All of the records shown below need to be copied with no differences.

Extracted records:
╭──

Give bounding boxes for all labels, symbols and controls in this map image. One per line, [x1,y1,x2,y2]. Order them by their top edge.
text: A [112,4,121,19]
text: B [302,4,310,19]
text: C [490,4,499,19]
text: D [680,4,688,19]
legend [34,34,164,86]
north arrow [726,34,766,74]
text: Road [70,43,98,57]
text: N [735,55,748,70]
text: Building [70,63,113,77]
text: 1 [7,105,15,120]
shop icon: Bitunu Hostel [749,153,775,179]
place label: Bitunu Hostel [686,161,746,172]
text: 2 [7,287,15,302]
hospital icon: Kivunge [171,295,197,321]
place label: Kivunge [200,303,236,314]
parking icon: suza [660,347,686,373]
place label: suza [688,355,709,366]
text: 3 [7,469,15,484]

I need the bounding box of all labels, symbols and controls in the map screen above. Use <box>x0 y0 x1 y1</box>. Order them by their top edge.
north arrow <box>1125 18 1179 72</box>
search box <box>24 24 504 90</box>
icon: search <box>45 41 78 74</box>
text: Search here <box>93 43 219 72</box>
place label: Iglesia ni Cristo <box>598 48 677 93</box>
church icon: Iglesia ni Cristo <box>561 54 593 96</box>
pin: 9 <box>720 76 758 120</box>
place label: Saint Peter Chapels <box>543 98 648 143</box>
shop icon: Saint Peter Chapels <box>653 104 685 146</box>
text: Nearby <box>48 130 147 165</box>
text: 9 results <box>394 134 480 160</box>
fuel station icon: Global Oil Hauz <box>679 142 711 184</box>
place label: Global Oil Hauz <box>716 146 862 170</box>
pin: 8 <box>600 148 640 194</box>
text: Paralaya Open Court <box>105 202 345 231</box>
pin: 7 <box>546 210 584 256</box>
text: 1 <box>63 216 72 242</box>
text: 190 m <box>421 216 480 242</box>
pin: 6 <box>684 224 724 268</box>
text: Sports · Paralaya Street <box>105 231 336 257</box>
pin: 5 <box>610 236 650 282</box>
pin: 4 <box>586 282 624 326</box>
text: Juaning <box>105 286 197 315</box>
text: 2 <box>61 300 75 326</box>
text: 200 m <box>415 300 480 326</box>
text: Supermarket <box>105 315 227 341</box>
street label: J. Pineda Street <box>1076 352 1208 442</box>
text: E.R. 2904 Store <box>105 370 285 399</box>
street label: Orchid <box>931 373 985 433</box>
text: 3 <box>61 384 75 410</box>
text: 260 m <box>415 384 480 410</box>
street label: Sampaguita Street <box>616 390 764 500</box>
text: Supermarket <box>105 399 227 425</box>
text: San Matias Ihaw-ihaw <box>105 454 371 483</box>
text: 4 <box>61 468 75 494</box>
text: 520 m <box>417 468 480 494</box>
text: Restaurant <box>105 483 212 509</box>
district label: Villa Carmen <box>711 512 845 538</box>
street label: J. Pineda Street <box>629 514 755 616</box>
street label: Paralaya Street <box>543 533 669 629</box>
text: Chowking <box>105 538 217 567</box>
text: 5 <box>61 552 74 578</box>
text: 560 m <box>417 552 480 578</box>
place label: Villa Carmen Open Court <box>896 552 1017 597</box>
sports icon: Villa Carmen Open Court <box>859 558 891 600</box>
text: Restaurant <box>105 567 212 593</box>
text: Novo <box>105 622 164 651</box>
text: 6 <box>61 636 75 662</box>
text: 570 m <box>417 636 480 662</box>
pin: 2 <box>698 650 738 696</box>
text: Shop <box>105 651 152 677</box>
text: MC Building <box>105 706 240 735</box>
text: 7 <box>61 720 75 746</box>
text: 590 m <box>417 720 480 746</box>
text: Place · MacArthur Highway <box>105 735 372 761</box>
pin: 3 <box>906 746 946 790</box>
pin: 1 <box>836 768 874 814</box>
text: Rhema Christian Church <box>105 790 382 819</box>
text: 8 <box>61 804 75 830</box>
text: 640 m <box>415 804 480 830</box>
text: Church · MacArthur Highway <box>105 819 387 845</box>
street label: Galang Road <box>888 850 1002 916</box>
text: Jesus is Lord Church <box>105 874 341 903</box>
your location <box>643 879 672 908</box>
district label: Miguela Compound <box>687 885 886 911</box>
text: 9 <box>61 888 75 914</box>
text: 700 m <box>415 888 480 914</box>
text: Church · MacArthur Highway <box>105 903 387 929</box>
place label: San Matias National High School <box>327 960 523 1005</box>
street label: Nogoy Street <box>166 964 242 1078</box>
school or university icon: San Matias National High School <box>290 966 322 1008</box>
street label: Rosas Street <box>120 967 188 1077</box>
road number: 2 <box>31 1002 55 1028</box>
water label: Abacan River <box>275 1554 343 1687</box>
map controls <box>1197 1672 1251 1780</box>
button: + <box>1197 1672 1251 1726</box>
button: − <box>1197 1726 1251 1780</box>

╰──

- _Answer for this exercise_
Give bounding boxes for all labels, symbols and controls in this map image. One per line, [x1,y1,x2,y2]. Order them by their top edge.
text: A [112,4,121,19]
text: B [302,4,310,19]
text: C [490,4,499,19]
text: D [680,4,688,19]
legend [34,34,164,86]
north arrow [726,34,766,74]
text: Road [70,43,98,57]
text: N [735,55,748,70]
text: Building [70,63,113,77]
text: 1 [7,105,15,120]
shop icon: Bitunu Hostel [749,153,775,179]
place label: Bitunu Hostel [686,161,746,172]
text: 2 [7,287,15,302]
hospital icon: Kivunge [171,295,197,321]
place label: Kivunge [200,303,236,314]
parking icon: suza [660,347,686,373]
place label: suza [688,355,709,366]
text: 3 [7,469,15,484]

I need the bounding box of all labels, symbols and controls in the map screen above. Use <box>x0 y0 x1 y1</box>. Order them by their top edge.
north arrow <box>1125 18 1179 72</box>
search box <box>24 24 504 90</box>
icon: search <box>45 41 78 74</box>
text: Search here <box>93 43 219 72</box>
place label: Iglesia ni Cristo <box>598 48 677 93</box>
church icon: Iglesia ni Cristo <box>561 54 593 96</box>
pin: 9 <box>720 76 758 120</box>
place label: Saint Peter Chapels <box>543 98 648 143</box>
shop icon: Saint Peter Chapels <box>653 104 685 146</box>
text: Nearby <box>48 130 147 165</box>
text: 9 results <box>394 134 480 160</box>
fuel station icon: Global Oil Hauz <box>679 142 711 184</box>
place label: Global Oil Hauz <box>716 146 862 170</box>
pin: 8 <box>600 148 640 194</box>
text: Paralaya Open Court <box>105 202 345 231</box>
pin: 7 <box>546 210 584 256</box>
text: 1 <box>63 216 72 242</box>
text: 190 m <box>421 216 480 242</box>
pin: 6 <box>684 224 724 268</box>
text: Sports · Paralaya Street <box>105 231 336 257</box>
pin: 5 <box>610 236 650 282</box>
pin: 4 <box>586 282 624 326</box>
text: Juaning <box>105 286 197 315</box>
text: 2 <box>61 300 75 326</box>
text: 200 m <box>415 300 480 326</box>
text: Supermarket <box>105 315 227 341</box>
street label: J. Pineda Street <box>1076 352 1208 442</box>
text: E.R. 2904 Store <box>105 370 285 399</box>
street label: Orchid <box>931 373 985 433</box>
text: 3 <box>61 384 75 410</box>
text: 260 m <box>415 384 480 410</box>
street label: Sampaguita Street <box>616 390 764 500</box>
text: Supermarket <box>105 399 227 425</box>
text: San Matias Ihaw-ihaw <box>105 454 371 483</box>
text: 4 <box>61 468 75 494</box>
text: 520 m <box>417 468 480 494</box>
text: Restaurant <box>105 483 212 509</box>
district label: Villa Carmen <box>711 512 845 538</box>
street label: J. Pineda Street <box>629 514 755 616</box>
street label: Paralaya Street <box>543 533 669 629</box>
text: Chowking <box>105 538 217 567</box>
text: 5 <box>61 552 74 578</box>
text: 560 m <box>417 552 480 578</box>
place label: Villa Carmen Open Court <box>896 552 1017 597</box>
sports icon: Villa Carmen Open Court <box>859 558 891 600</box>
text: Restaurant <box>105 567 212 593</box>
text: Novo <box>105 622 164 651</box>
text: 6 <box>61 636 75 662</box>
text: 570 m <box>417 636 480 662</box>
pin: 2 <box>698 650 738 696</box>
text: Shop <box>105 651 152 677</box>
text: MC Building <box>105 706 240 735</box>
text: 7 <box>61 720 75 746</box>
text: 590 m <box>417 720 480 746</box>
text: Place · MacArthur Highway <box>105 735 372 761</box>
pin: 3 <box>906 746 946 790</box>
pin: 1 <box>836 768 874 814</box>
text: Rhema Christian Church <box>105 790 382 819</box>
text: 8 <box>61 804 75 830</box>
text: 640 m <box>415 804 480 830</box>
text: Church · MacArthur Highway <box>105 819 387 845</box>
street label: Galang Road <box>888 850 1002 916</box>
text: Jesus is Lord Church <box>105 874 341 903</box>
your location <box>643 879 672 908</box>
district label: Miguela Compound <box>687 885 886 911</box>
text: 9 <box>61 888 75 914</box>
text: 700 m <box>415 888 480 914</box>
text: Church · MacArthur Highway <box>105 903 387 929</box>
place label: San Matias National High School <box>327 960 523 1005</box>
street label: Nogoy Street <box>166 964 242 1078</box>
school or university icon: San Matias National High School <box>290 966 322 1008</box>
street label: Rosas Street <box>120 967 188 1077</box>
road number: 2 <box>31 1002 55 1028</box>
water label: Abacan River <box>275 1554 343 1687</box>
map controls <box>1197 1672 1251 1780</box>
button: + <box>1197 1672 1251 1726</box>
button: − <box>1197 1726 1251 1780</box>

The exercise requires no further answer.